PROBLEM STATEMENT: Retype, word for word, every line of the records below starting at the one that contains "translate:-50% -50%; white-space:nowrap;" and ending at the one that contains "translate:-100% -50%; text-align:right"; include both of those lines and nothing more.

Records from a collection
========

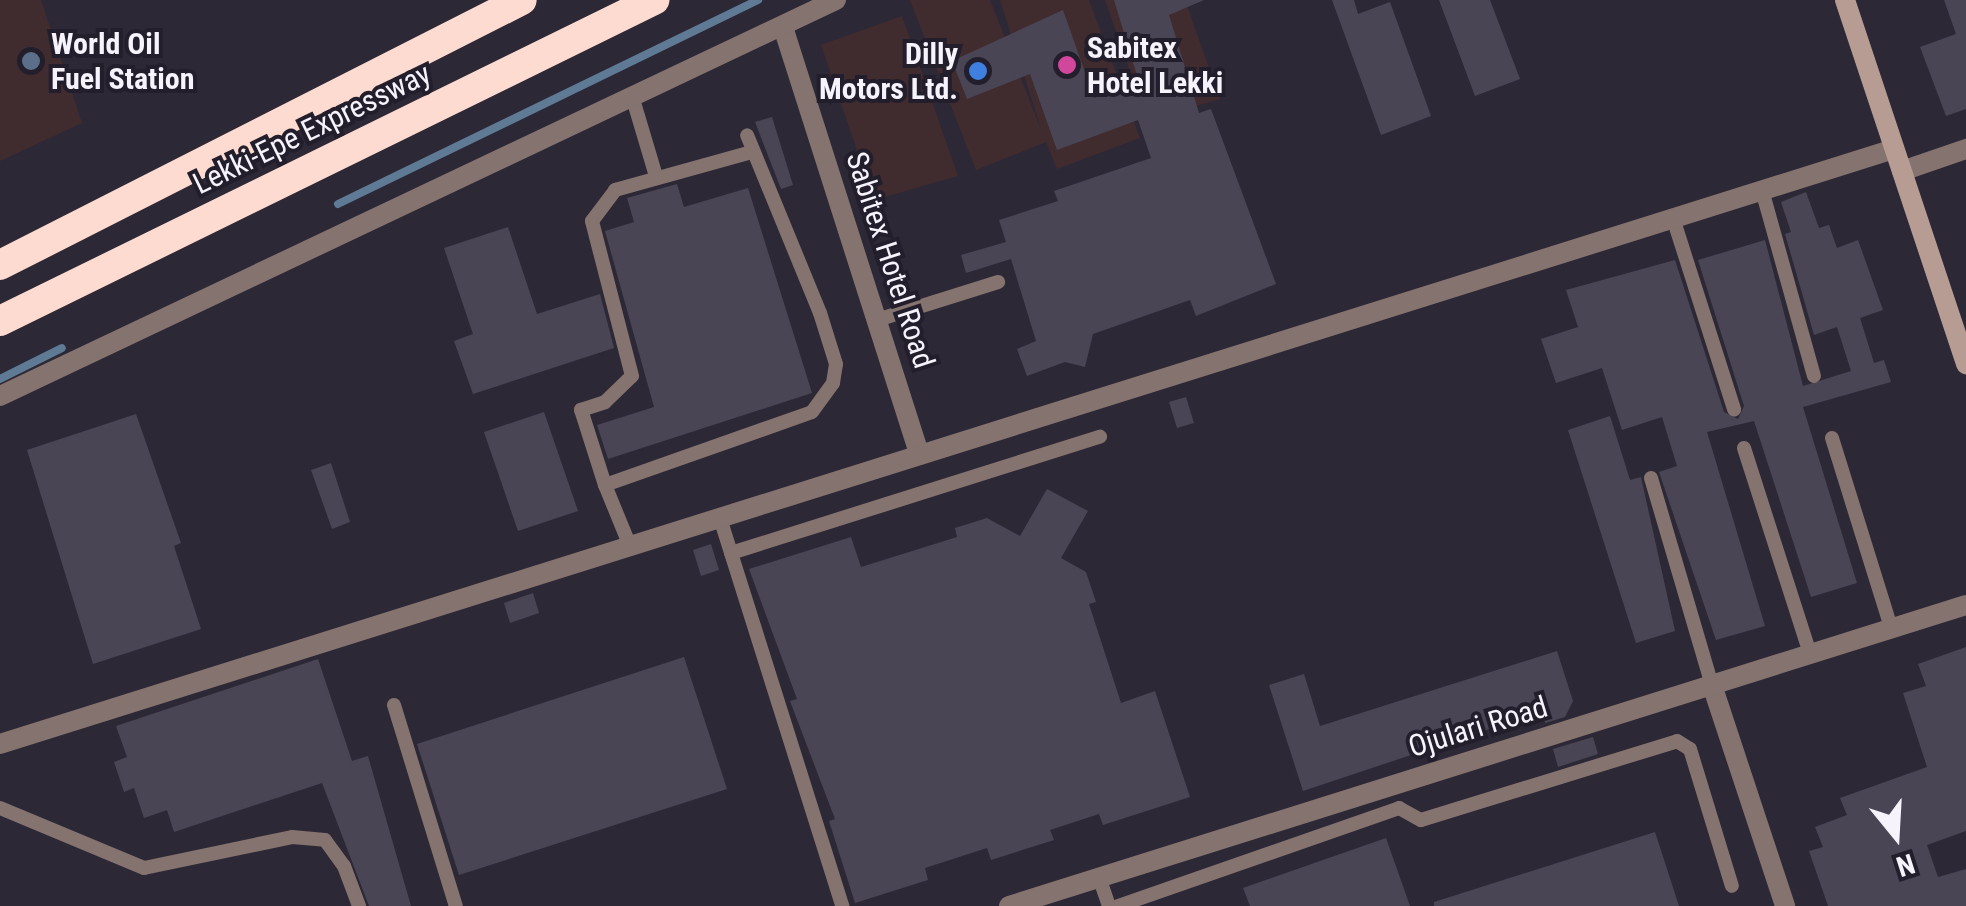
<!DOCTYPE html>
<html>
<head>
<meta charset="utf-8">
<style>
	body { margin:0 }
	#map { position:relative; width:1966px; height:906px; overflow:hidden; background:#2d2836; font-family:"Roboto Condensed",sans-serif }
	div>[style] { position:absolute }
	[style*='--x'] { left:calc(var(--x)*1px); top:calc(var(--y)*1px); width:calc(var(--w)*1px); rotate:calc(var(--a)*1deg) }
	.commercial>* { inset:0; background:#402c2f }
	.stream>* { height:8px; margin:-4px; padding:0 4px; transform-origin:4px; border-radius:4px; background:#5f7a94 }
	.building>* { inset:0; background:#4a4555 }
	.lane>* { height:14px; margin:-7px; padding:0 7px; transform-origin:7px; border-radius:7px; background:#84736e }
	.street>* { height:20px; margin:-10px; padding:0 10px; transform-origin:10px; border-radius:10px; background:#84736e }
	.secondary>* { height:20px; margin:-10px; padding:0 10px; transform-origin:10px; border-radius:10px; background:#b79c94 }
	.highway>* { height:30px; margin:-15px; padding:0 15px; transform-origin:15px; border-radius:15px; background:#fddbd0 }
	.dots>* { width:28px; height:28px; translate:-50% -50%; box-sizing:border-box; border:5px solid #231e2c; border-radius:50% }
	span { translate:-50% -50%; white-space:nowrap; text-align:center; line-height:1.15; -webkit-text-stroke:8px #231e2c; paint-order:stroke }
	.poi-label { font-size:30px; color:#f6f3fd; font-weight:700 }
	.left { translate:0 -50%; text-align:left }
	.right { translate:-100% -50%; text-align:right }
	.street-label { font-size:30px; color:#f6f3fd }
	.north { position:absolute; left:1846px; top:786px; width:100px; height:100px; -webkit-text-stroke:8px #231e2c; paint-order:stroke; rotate:162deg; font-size:28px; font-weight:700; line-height:40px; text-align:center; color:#f6f3fd }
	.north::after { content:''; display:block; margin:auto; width:35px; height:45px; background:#f6f3fd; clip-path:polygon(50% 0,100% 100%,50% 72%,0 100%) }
</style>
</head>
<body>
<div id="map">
	<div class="commercial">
		<i style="clip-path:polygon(0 0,41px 0,82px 123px,0 161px)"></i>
		<i style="clip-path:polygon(910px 0,990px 0,1042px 132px,1000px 0,1089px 0,1140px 138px,1057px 169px,1046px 142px,976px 170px)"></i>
		<i style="clip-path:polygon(1105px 0,1185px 0,1220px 99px,1147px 120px)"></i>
		<i style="clip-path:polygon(902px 16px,958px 176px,874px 200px,821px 45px)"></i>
	</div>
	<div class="stream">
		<i style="--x:338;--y:204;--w:467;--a:-25.9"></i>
		<i style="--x:0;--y:379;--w:69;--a:-26.6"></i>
	</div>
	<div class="building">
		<i style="clip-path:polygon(1114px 0,1204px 0,1169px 15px,1199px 113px,1211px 109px,1276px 284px,1196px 316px,1190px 300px,1093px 334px,1085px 367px,1065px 362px,1027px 376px,1017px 349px,1036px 341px,1011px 259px,966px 273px,961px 255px,1006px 242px,999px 220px,1058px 201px,1054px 191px,1151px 158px,1138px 120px,1057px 150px,1030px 74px,967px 99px,952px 61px,1063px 10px,1094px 98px,1139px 82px)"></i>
		<i style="clip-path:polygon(1332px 0,1354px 0,1358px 14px,1390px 2px,1431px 116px,1381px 135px)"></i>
		<i style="clip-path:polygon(1439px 0,1490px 0,1520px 79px,1475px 96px)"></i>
		<i style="clip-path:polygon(1944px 0,1966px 0,1966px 109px,1946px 116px,1920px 47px,1956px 34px)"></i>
		<i style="clip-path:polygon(772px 117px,793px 185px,781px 189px,755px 122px)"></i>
		<i style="clip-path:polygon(677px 184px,684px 207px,748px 188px,812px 393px,608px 459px,597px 425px,654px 407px,605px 231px,634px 222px,627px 198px)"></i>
		<i style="clip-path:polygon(1806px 192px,1819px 228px,1829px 225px,1837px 248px,1858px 240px,1883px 310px,1860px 318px,1874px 363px,1884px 360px,1891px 382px,1803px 407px,1857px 583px,1811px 597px,1754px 421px,1707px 432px,1765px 626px,1716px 640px,1659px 472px,1677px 466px,1662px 417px,1622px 430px,1602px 368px,1556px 383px,1541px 339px,1578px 327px,1566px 290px,1675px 260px,1724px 412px,1738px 419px,1744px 406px,1698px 260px,1765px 240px,1803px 386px,1851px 371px,1837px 327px,1814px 335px,1785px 234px,1791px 232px,1781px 202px)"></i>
		<i style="clip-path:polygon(508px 227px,537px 314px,600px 294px,614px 348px,473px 394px,454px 341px,473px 334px,444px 248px)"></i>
		<i style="clip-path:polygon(1186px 397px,1194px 423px,1177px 428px,1169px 402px)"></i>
		<i style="clip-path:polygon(544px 412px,578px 511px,518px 531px,484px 432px)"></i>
		<i style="clip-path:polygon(136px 414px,181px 543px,174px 546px,201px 629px,93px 664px,27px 450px)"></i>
		<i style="clip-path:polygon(1610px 416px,1630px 480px,1641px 477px,1675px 631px,1636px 643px,1568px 430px)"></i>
		<i style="clip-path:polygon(331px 463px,350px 522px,332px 529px,311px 470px)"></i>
		<i style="clip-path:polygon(1047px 489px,1088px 511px,1061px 558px,1086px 572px,1096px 602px,1089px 604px,1121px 703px,1155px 691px,1190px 797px,1103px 825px,1099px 814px,1050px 830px,1054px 840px,991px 860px,987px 848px,925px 868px,928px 880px,855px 903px,829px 821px,835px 819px,790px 701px,797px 699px,749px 569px,851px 537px,861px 567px,957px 537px,955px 528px,987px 518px,1020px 536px)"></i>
		<i style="clip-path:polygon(711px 544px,719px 570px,701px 576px,693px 550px)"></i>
		<i style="clip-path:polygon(533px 593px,539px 613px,510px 623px,504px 603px)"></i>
		<i style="clip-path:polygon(1966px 647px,1966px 831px,1927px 845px,1938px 877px,1966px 869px,1966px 906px,1828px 906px,1809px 851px,1823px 847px,1815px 827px,1847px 815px,1840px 798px,1927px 767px,1903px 693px,1926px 686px,1918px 664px)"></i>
		<i style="clip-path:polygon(1557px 651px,1573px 701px,1565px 717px,1545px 723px,1543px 715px,1528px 716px,1303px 791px,1269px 685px,1304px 674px,1320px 726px)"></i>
		<i style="clip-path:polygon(684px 657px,727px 789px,459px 875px,417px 744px)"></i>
		<i style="clip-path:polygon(318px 659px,352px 761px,368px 756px,411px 906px,369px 906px,322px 783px,174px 832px,167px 810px,144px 818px,134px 788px,124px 792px,114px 762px,127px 757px,116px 726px)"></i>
		<i style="clip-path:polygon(1593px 737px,1598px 754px,1558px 767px,1553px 749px)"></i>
		<i style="clip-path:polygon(1655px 832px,1679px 906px,1434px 906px,1434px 902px)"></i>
		<i style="clip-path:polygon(1386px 838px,1410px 906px,1250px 906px,1243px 888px)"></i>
	</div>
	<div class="lane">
		<i style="--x:633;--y:99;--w:80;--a:73.4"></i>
		<i style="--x:1762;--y:190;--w:193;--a:74.4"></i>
		<i style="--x:1673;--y:218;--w:201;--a:72.3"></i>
		<i style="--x:877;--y:320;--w:127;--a:-17.4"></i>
		<i style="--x:1832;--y:438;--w:199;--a:72.7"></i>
		<i style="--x:1744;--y:448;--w:216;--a:72.2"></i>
		<i style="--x:1651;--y:478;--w:216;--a:73.6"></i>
		<i style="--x:605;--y:485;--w:79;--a:-107.7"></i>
		<i style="--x:581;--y:410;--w:25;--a:-18"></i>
		<i style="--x:605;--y:402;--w:37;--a:-44"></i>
		<i style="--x:632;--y:376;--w:160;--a:-104.5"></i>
		<i style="--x:592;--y:221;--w:39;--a:-53"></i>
		<i style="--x:615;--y:190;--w:142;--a:-15.5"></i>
		<i style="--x:720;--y:518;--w:407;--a:72.5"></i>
		<i style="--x:630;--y:546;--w:66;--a:-112.3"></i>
		<i style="--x:605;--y:485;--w:219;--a:-19.4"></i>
		<i style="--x:812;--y:412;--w:36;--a:-54"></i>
		<i style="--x:833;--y:383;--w:19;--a:-81"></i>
		<i style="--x:836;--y:364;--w:53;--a:-107.4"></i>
		<i style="--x:820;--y:313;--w:192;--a:-112.3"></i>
		<i style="--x:731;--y:553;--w:387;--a:-17.5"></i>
		<i style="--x:394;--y:705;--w:210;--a:72.9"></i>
		<i style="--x:0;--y:808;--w:156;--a:22.6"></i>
		<i style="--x:144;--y:868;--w:151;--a:-11.8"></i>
		<i style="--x:292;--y:837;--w:33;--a:5"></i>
		<i style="--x:325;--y:840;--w:32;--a:54"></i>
		<i style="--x:344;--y:866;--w:43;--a:69.4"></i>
		<i style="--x:1099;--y:877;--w:31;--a:71"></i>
		<i style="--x:1118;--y:906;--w:298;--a:-19.2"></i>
		<i style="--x:1399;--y:808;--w:25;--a:29"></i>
		<i style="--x:1421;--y:820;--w:268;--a:-17.1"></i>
		<i style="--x:1677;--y:741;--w:15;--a:32"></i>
		<i style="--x:1690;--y:749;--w:143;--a:73"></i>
	</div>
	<div class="street">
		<i style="--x:783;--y:27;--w:449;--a:72.3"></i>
		<i style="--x:1902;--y:171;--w:68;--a:-19"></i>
		<i style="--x:0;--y:396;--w:925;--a:-25.35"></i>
		<i style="--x:1712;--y:685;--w:233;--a:71.7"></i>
		<i style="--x:0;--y:744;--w:1985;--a:-17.44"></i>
		<i style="--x:1009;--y:906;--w:1003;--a:-17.46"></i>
	</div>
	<div class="secondary">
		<i style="--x:1845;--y:0;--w:384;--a:71.6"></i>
	</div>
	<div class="highway">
		<i style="--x:0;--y:265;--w:585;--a:-26.92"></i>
		<i style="--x:0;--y:321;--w:729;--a:-26.14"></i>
	</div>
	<div class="dots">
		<i style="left:31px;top:61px;background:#5c6f8a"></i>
		<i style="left:1067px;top:65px;background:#d1479c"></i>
		<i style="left:978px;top:71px;background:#3f7fe0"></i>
	</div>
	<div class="poi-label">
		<span class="left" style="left:51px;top:61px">World Oil<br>Fuel Station</span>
		<span class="left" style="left:1087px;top:65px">Sabitex<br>Hotel Lekki</span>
		<span class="right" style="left:958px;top:71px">Dilly<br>Motors Ltd.</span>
	</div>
	<div class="street-label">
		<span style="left:312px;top:129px;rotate:-26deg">Lekki-Epe Expressway</span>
		<span style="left:890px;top:260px;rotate:72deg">Sabitex Hotel Road</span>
		<span style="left:1478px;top:727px;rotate:-17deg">Ojulari Road</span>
	</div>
	<div class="north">N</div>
</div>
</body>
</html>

========

ANSWER FOR THE TASK:
	span { translate:-50% -50%; white-space:nowrap; text-align:center; line-height:1.15; -webkit-text-stroke:8px #231e2c; paint-order:stroke }
	.poi-label { font-size:30px; color:#f6f3fd; font-weight:700 }
	.left { translate:0 -50%; text-align:left }
	.right { translate:-100% -50%; text-align:right }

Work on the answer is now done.